■ DATA
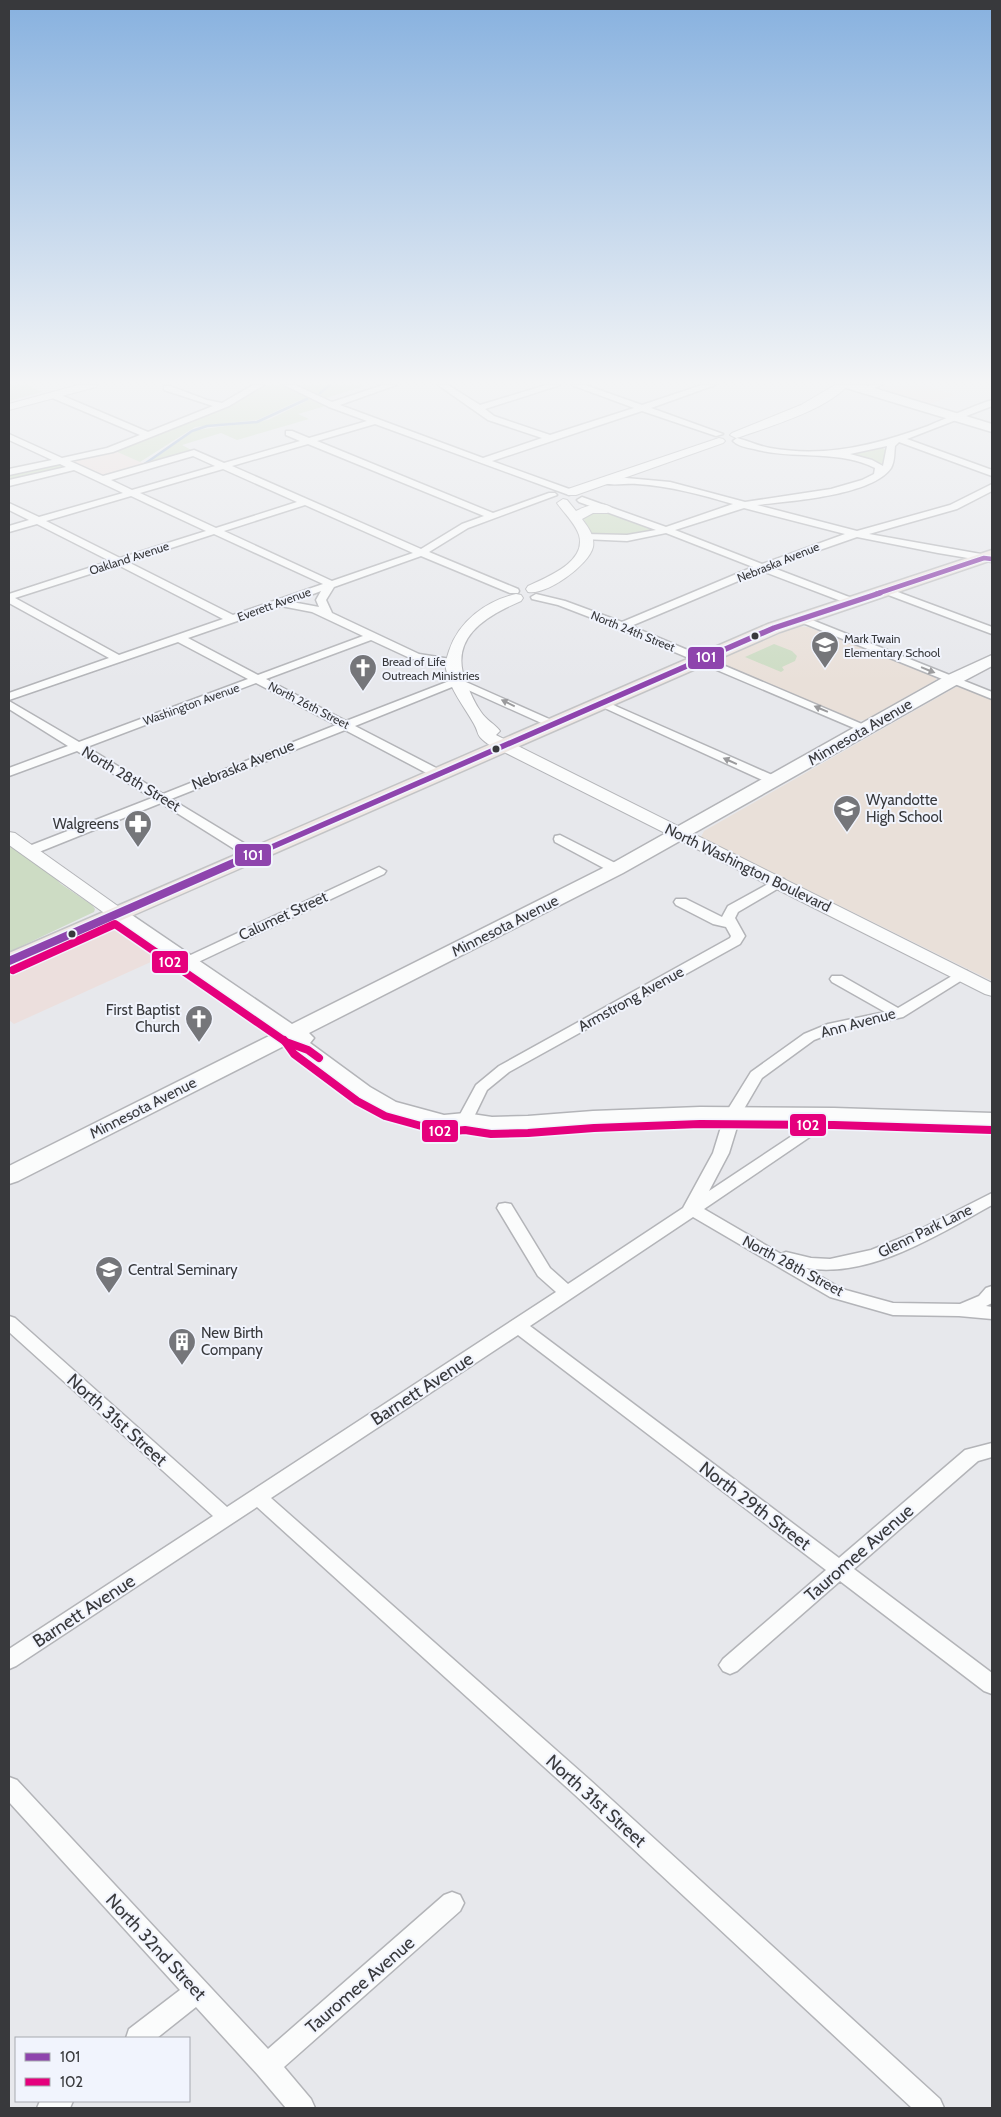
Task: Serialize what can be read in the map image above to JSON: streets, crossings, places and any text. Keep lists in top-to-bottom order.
* * *
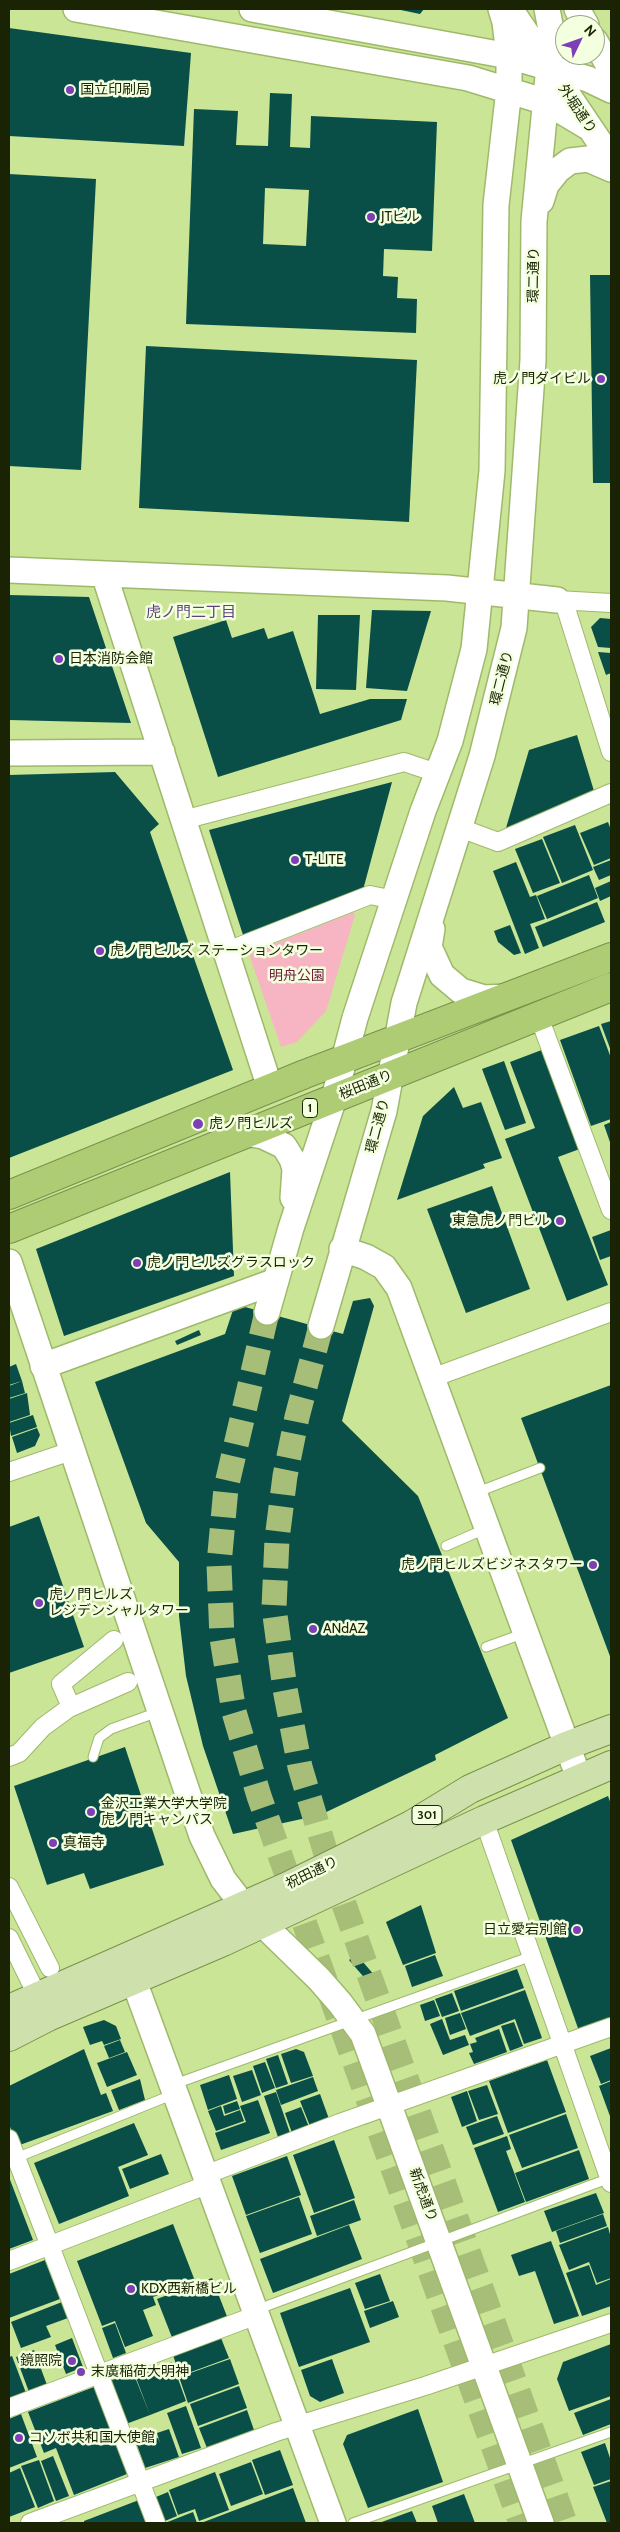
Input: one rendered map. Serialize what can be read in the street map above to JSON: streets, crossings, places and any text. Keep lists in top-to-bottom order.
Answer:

■ TRY IT
Scan the lines above for the word "Keep". Return each one that has it.

■ RESPONSE
Task: Serialize what can be read in the map image above to JSON: streets, crossings, places and any text. Keep lists in top-to-bottom order.
Input: one rendered map. Serialize what can be read in the street map above to JSON: streets, crossings, places and any text. Keep lists in top-to-bottom order.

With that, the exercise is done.